-- DATA EXCERPTS follows --

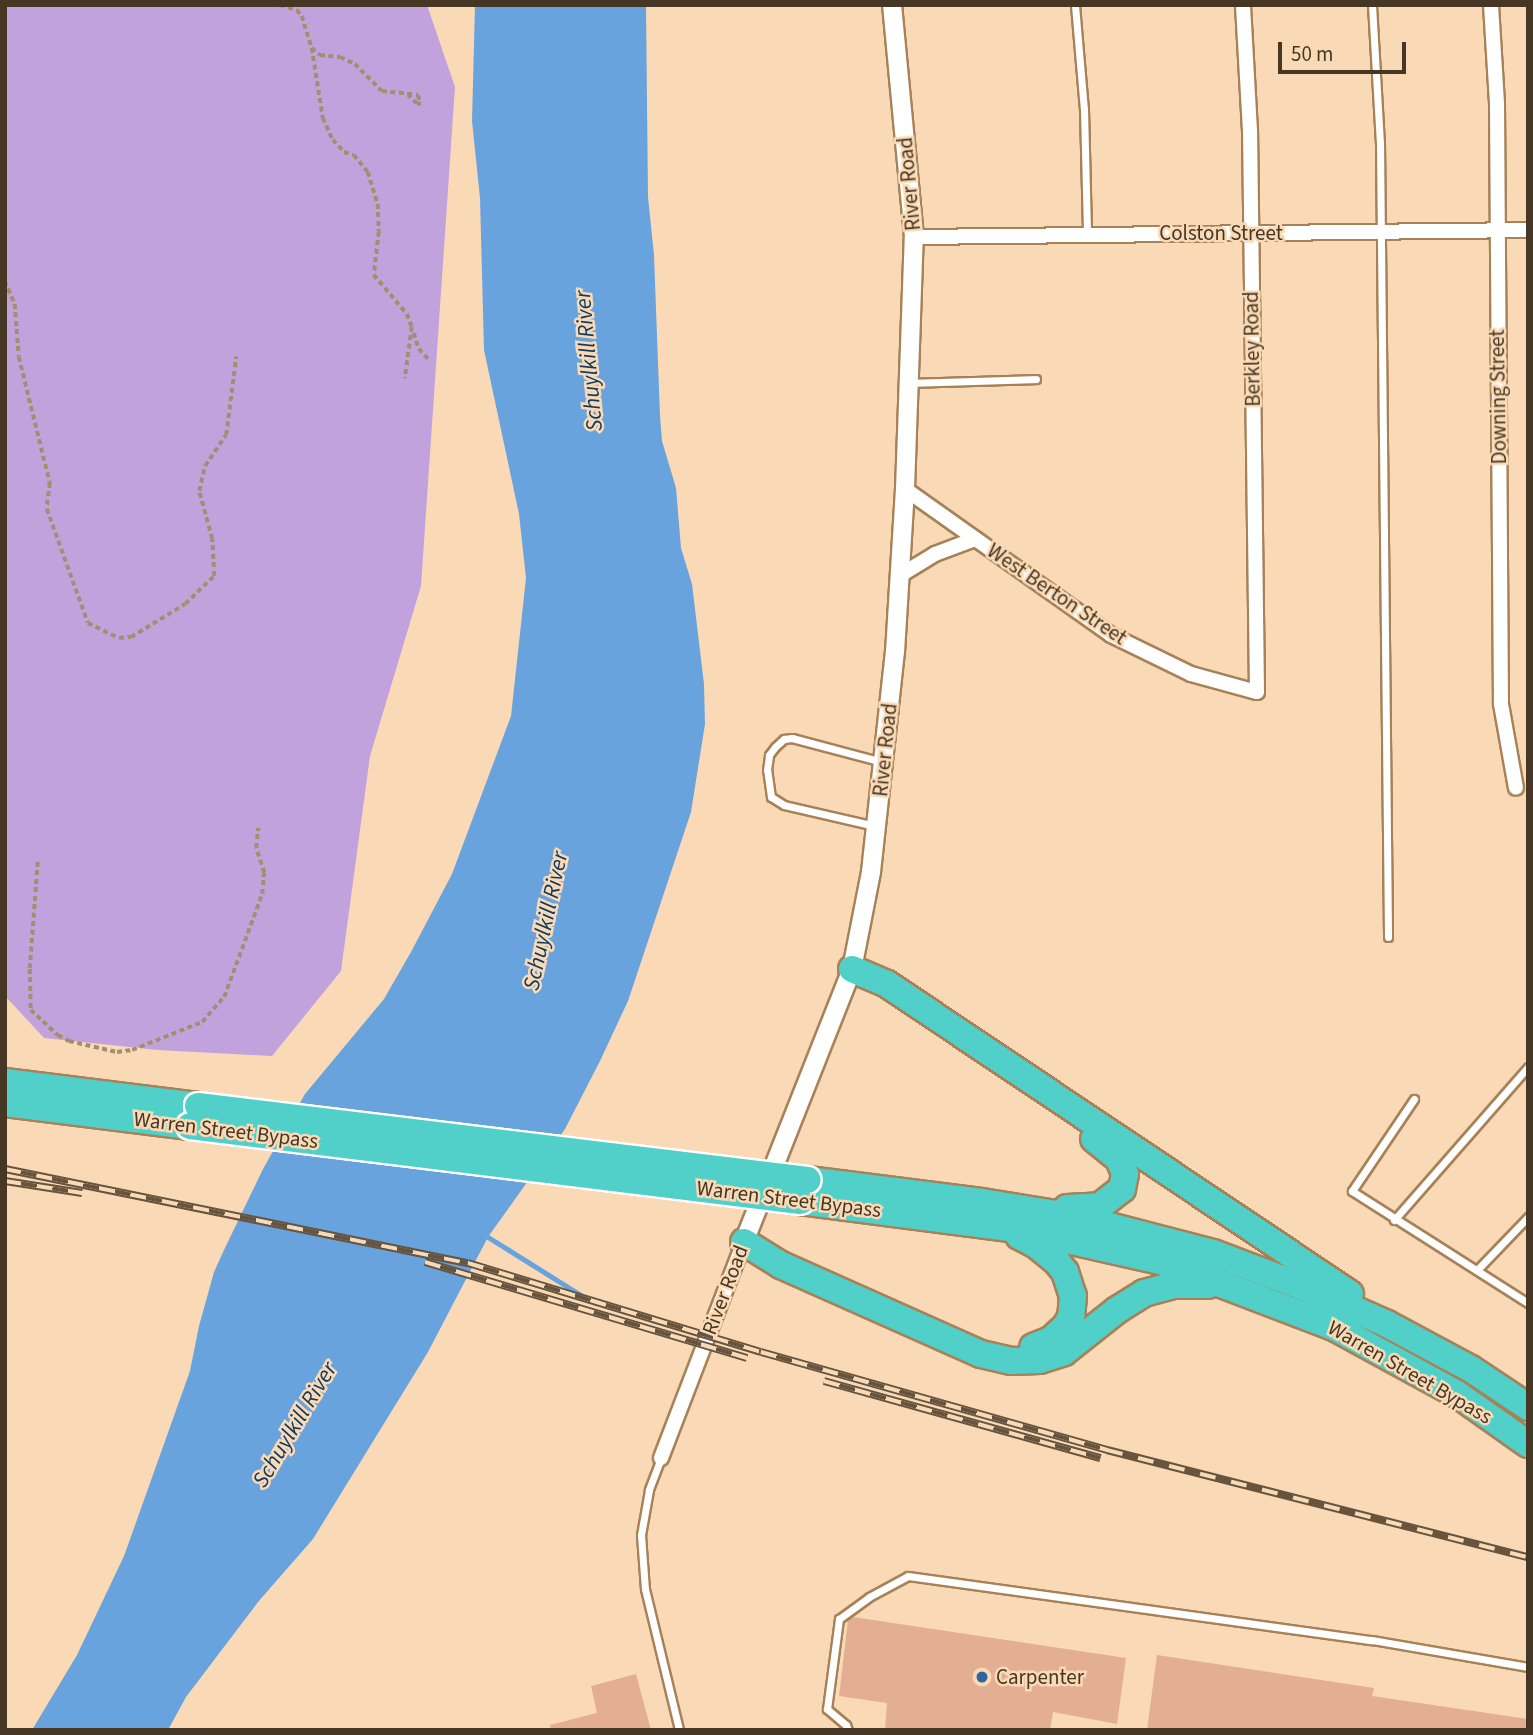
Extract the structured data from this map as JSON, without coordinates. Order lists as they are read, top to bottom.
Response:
{
  "streets": {
    "highway": ["Warren Street Bypass"],
    "street": [
      "River Road",
      "Colston Street",
      "Berkley Road",
      "Downing Street",
      "West Berton Street"
    ]
  },
  "crossings": [
    ["River Road", "Colston Street"],
    ["River Road", "West Berton Street"],
    ["Colston Street", "Berkley Road"],
    ["Colston Street", "Downing Street"],
    ["Berkley Road", "West Berton Street"]
  ],
  "water": ["Schuylkill River"],
  "places": ["Carpenter"],
  "scale_bar": "50 m"
}
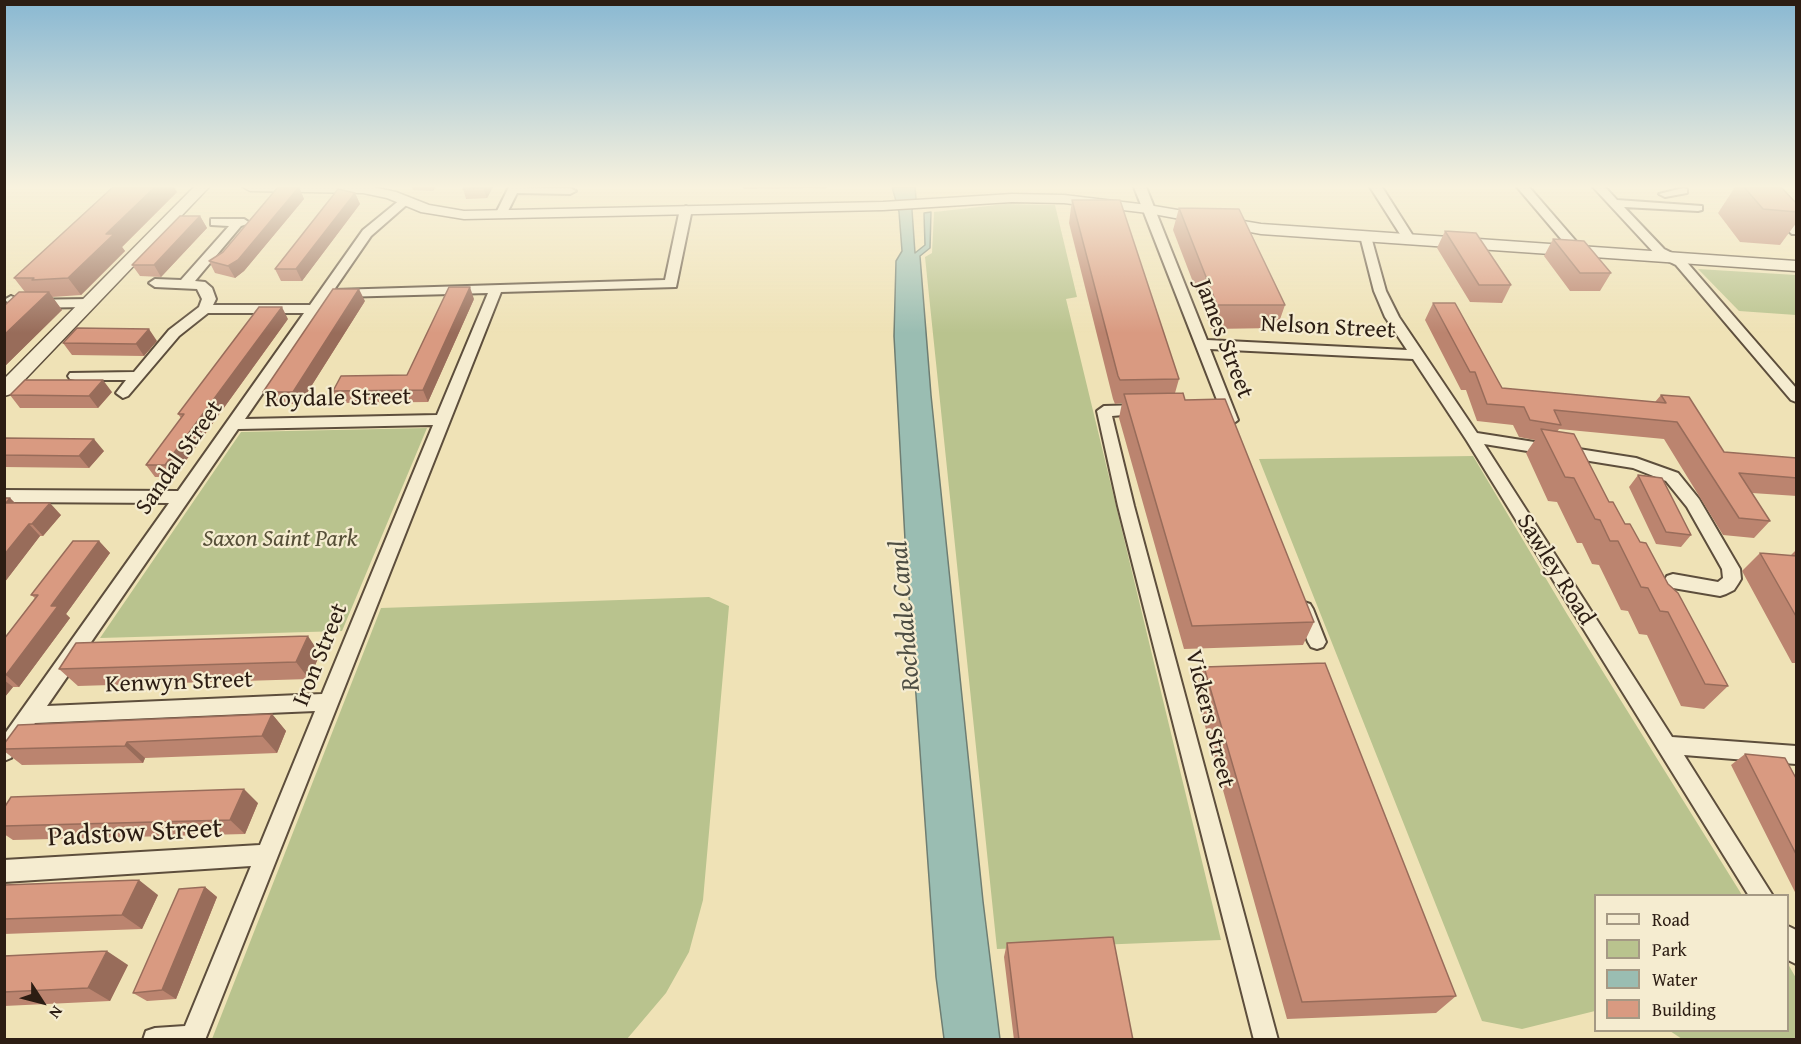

-- DATA EXCERPTS concluded --

# TASK INSTRUCTIONS
Could you output all of the records exactly, without their pictures?

# ANSWER FOR THE TASK
Extract the structured data from this map as JSON, without coordinates. Order lists as they are read, top to bottom.
Response:
{
  "streets": {
    "highway": ["Warren Street Bypass"],
    "street": [
      "River Road",
      "Colston Street",
      "Berkley Road",
      "Downing Street",
      "West Berton Street"
    ]
  },
  "crossings": [
    ["River Road", "Colston Street"],
    ["River Road", "West Berton Street"],
    ["Colston Street", "Berkley Road"],
    ["Colston Street", "Downing Street"],
    ["Berkley Road", "West Berton Street"]
  ],
  "water": ["Schuylkill River"],
  "places": ["Carpenter"],
  "scale_bar": "50 m"
}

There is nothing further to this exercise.